WHAT YOU HAVE TO DO
Don't include pictures. Quote the lines below from the first through the line that contains "position:relative; width:2432px; height:659px;".
*** Opening of SOURCE DATA ***
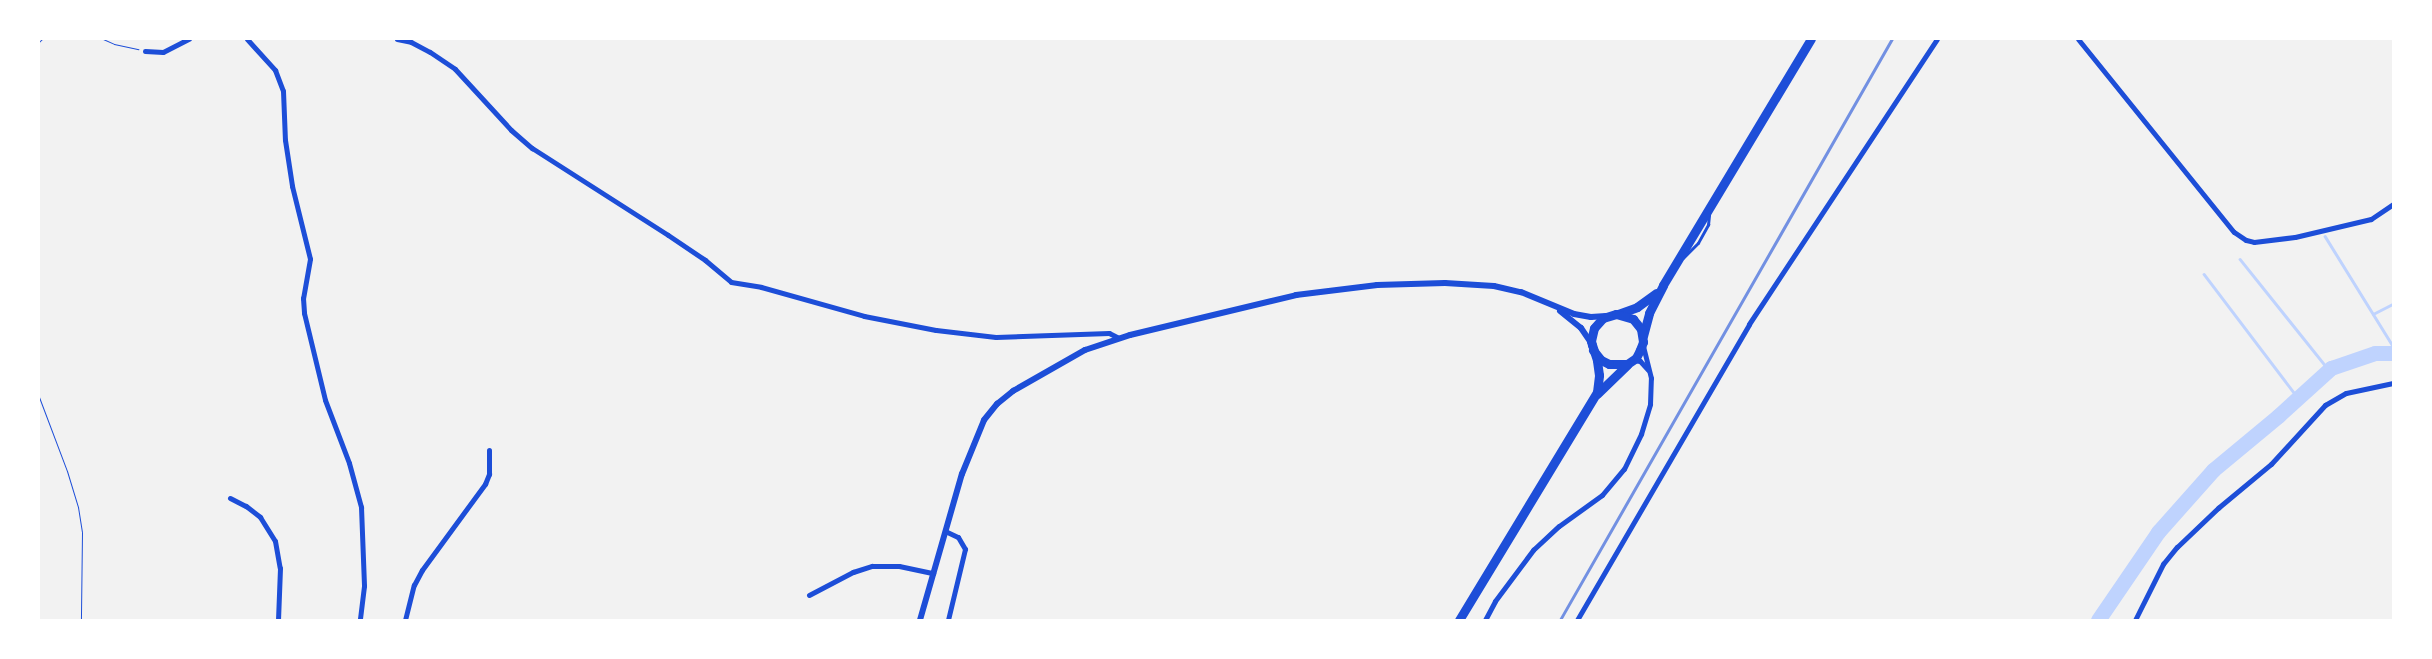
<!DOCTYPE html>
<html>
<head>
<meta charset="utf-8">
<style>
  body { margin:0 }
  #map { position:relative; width:2432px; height:659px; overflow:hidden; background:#f2f2f2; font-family:Helvetica,sans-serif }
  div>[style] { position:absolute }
  .stream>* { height:2.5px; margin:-1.25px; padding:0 1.25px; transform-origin:1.25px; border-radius:1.25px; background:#bfd3fe }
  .river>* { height:15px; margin:-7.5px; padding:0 7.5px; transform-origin:7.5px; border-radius:7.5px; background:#bfd3fe }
  .path>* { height:1px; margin:-0.5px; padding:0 0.5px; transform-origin:0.5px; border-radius:0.5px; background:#1d4ed8 }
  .service>* { height:2.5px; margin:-1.25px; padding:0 1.25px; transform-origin:1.25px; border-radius:1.25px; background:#1d4ed8 }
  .minor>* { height:5px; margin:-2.5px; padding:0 2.5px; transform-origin:2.5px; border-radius:2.5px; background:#1d4ed8 }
  .tertiary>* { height:6px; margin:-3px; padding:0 3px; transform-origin:3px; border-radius:3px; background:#1d4ed8 }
  .primary>* { height:9px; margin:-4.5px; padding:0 4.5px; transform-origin:4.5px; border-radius:4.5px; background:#1d4ed8 }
  .rail>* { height:2.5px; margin:-1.25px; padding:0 1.25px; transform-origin:1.25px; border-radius:1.25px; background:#7290e2 }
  span { translate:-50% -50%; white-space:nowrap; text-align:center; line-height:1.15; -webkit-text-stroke:5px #fff; paint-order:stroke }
  .frame { position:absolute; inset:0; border:40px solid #fff; pointer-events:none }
</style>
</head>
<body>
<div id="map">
  <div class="stream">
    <div style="left:2325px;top:236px;width:129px;rotate:58.3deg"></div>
    <div style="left:2240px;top:259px;width:142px;rotate:51.3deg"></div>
    <div style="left:2204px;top:274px;width:156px;rotate:52.8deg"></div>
    <div style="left:2373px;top:314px;width:22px;rotate:-27deg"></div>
  </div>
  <div class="river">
    <div style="left:2098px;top:620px;width:107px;rotate:-55.7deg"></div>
    <div style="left:2158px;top:532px;width:83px;rotate:-48.4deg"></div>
    <div style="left:2213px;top:470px;width:85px;rotate:-39.7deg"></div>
    <div style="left:2278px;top:416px;width:72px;rotate:-42.2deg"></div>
    <div style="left:2331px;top:368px;width:46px;rotate:-18.8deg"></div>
    <div style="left:2375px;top:353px;width:18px"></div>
  </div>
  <div class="path">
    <div style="left:103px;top:39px;width:12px;rotate:24deg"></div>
    <div style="left:114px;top:44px;width:25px;rotate:12deg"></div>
    <div style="left:39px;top:42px;width:4px;rotate:-45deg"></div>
    <div style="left:39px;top:397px;width:79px;rotate:69.3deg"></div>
    <div style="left:67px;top:471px;width:38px;rotate:73deg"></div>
    <div style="left:78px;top:507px;width:25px;rotate:81deg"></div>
    <div style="left:82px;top:532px;width:88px;rotate:90.7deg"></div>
  </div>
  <div class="service">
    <div style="left:1683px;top:258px;width:21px;rotate:-45deg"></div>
    <div style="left:1698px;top:243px;width:21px;rotate:-61deg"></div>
    <div style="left:1708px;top:225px;width:10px;rotate:-84deg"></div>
  </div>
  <div class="minor">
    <div style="left:247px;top:39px;width:42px;rotate:47.9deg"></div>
    <div style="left:275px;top:70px;width:22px;rotate:69deg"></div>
    <div style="left:283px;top:91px;width:49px;rotate:87.7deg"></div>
    <div style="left:285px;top:140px;width:47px;rotate:81.3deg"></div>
    <div style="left:292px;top:186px;width:75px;rotate:76.1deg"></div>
    <div style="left:310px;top:259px;width:40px;rotate:100deg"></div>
    <div style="left:303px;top:298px;width:15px;rotate:86deg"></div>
    <div style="left:304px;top:313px;width:89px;rotate:76.4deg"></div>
    <div style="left:325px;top:400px;width:67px;rotate:69.1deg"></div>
    <div style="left:349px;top:463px;width:46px;rotate:74.7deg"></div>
    <div style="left:361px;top:507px;width:79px;rotate:87.8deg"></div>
    <div style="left:364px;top:586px;width:34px;rotate:97deg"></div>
    <div style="left:397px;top:39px;width:14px;rotate:12deg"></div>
    <div style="left:411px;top:42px;width:21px;rotate:28deg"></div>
    <div style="left:430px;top:52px;width:30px;rotate:34deg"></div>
    <div style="left:455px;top:69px;width:83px;rotate:47.4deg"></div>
    <div style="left:511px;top:130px;width:28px;rotate:41deg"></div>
    <div style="left:532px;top:148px;width:161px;rotate:32.6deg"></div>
    <div style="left:668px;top:235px;width:45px;rotate:34deg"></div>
    <div style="left:705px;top:260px;width:34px;rotate:40deg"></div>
    <div style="left:731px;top:282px;width:30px;rotate:9deg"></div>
    <div style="left:761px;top:287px;width:107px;rotate:15.7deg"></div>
    <div style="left:864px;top:316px;width:73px;rotate:11deg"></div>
    <div style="left:936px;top:330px;width:60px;rotate:6.7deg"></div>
    <div style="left:996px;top:337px;width:113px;rotate:-2deg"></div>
    <div style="left:1109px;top:333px;width:11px;rotate:27deg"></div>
    <div style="left:2078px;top:39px;width:248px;rotate:51.1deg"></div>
    <div style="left:2234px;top:232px;width:14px;rotate:34deg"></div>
    <div style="left:2246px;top:240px;width:8px;rotate:14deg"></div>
    <div style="left:2254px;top:242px;width:41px;rotate:-7deg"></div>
    <div style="left:2295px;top:237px;width:78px;rotate:-13.3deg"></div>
    <div style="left:2371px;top:219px;width:27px;rotate:-34deg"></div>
    <div style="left:145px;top:51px;width:18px;rotate:3deg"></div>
    <div style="left:163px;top:52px;width:29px;rotate:-27deg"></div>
    <div style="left:1633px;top:360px;width:7px;rotate:8deg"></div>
    <div style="left:1640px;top:361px;width:12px;rotate:48deg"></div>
    <div style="left:230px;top:498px;width:18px;rotate:27deg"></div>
    <div style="left:246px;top:506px;width:18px;rotate:38deg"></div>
    <div style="left:260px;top:517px;width:28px;rotate:58deg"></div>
    <div style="left:275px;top:541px;width:27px;rotate:80deg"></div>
    <div style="left:280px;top:568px;width:52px;rotate:92.2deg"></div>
    <div style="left:945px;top:531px;width:14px;rotate:25deg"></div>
    <div style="left:958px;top:537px;width:14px;rotate:60deg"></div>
    <div style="left:965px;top:549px;width:73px;rotate:103.5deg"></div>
    <div style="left:809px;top:595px;width:50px;rotate:-27.6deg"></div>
    <div style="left:853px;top:572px;width:20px;rotate:-18deg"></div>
    <div style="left:872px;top:566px;width:27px"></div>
    <div style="left:899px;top:566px;width:35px;rotate:12deg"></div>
    <div style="left:405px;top:620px;width:36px;rotate:-76deg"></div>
    <div style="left:414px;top:585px;width:17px;rotate:-62deg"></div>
    <div style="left:422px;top:570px;width:107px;rotate:-53.8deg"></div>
    <div style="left:485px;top:484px;width:11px;rotate:-68deg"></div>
    <div style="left:489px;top:474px;width:24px;rotate:-90deg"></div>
    <div style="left:1485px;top:620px;width:21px;rotate:-62deg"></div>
    <div style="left:1495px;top:601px;width:64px;rotate:-53.3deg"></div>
    <div style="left:1533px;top:550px;width:35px;rotate:-43deg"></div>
    <div style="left:1559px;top:526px;width:53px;rotate:-35.8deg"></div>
    <div style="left:1602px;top:495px;width:34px;rotate:-50deg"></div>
    <div style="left:1624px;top:469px;width:39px;rotate:-64deg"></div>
    <div style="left:1641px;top:434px;width:31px;rotate:-73deg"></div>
    <div style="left:1650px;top:404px;width:26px;rotate:-88deg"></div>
    <div style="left:1651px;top:378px;width:34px;rotate:-104deg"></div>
    <div style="left:1577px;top:620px;width:342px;rotate:-59.8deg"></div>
    <div style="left:1749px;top:324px;width:341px;rotate:-56.6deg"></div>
    <div style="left:2135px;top:620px;width:63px;rotate:-63.4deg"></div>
    <div style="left:2163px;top:564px;width:22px;rotate:-51deg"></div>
    <div style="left:2177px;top:547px;width:57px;rotate:-43.6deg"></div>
    <div style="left:2218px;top:508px;width:69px;rotate:-39.7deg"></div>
    <div style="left:2271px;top:464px;width:80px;rotate:-47.5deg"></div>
    <div style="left:2325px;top:405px;width:24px;rotate:-30deg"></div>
    <div style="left:2346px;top:393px;width:48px;rotate:-12deg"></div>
  </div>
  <div class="tertiary">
    <div style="left:1560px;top:311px;width:27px;rotate:39deg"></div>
    <div style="left:1581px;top:328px;width:18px;rotate:56deg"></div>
    <div style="left:920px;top:620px;width:152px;rotate:-74deg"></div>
    <div style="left:962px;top:474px;width:58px;rotate:-67.8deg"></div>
    <div style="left:984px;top:420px;width:21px;rotate:-51deg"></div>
    <div style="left:997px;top:404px;width:21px;rotate:-39deg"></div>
    <div style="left:1013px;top:391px;width:83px;rotate:-29.7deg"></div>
    <div style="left:1085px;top:350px;width:47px;rotate:-18.4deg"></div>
    <div style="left:1130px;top:335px;width:171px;rotate:-13.5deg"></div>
    <div style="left:1296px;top:295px;width:82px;rotate:-7deg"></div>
    <div style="left:1377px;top:285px;width:68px;rotate:-1.7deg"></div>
    <div style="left:1445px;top:283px;width:49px;rotate:3.5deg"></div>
    <div style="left:1494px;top:286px;width:28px;rotate:13deg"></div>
    <div style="left:1521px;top:292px;width:57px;rotate:22.5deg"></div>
    <div style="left:1574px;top:314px;width:17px;rotate:10deg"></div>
    <div style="left:1591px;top:317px;width:15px;rotate:-4deg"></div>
  </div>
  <div class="primary">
    <div style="left:1618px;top:314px;width:20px;rotate:-20deg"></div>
    <div style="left:1637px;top:307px;width:24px;rotate:-36deg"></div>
    <div style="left:1643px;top:336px;width:24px;rotate:-75deg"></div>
    <div style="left:1649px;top:313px;width:31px;rotate:-63deg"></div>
    <div style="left:1663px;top:285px;width:287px;rotate:-59deg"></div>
    <div style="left:1597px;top:394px;width:42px;rotate:-44deg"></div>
    <div style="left:1459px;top:620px;width:267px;rotate:-58.8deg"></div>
    <div style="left:1597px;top:392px;width:17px;rotate:-83deg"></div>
    <div style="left:1599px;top:375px;width:15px;rotate:-98deg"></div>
    <div style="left:1597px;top:360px;width:16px;rotate:-108deg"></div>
    <div style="left:1592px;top:345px;width:4px;rotate:-104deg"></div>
    <div style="left:1591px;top:341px;width:13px;rotate:-77deg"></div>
    <div style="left:1594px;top:328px;width:13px;rotate:-48deg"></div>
    <div style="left:1603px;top:318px;width:14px;rotate:-17deg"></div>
    <div style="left:1616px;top:314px;width:18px;rotate:16deg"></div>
    <div style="left:1633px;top:319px;width:13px;rotate:51deg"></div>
    <div style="left:1641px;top:329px;width:13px;rotate:81deg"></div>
    <div style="left:1643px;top:342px;width:9px;rotate:111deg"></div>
    <div style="left:1640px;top:350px;width:9px;rotate:117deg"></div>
    <div style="left:1636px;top:358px;width:11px;rotate:146deg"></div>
    <div style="left:1627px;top:364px;width:18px;rotate:180deg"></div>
    <div style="left:1609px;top:364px;width:9px;rotate:-153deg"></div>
    <div style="left:1601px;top:360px;width:13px;rotate:-129deg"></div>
  </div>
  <div class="rail">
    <div style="left:1560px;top:620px;width:669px;rotate:-60.26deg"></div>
  </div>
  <div class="frame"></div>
</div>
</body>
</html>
*** Close of SOURCE DATA ***
RESULT FOR THIS EXERCISE
<!DOCTYPE html>
<html>
<head>
<meta charset="utf-8">
<style>
  body { margin:0 }
  #map { position:relative; width:2432px; height:659px; overflow:hidden; background:#f2f2f2; font-family:Helvetica,sans-serif }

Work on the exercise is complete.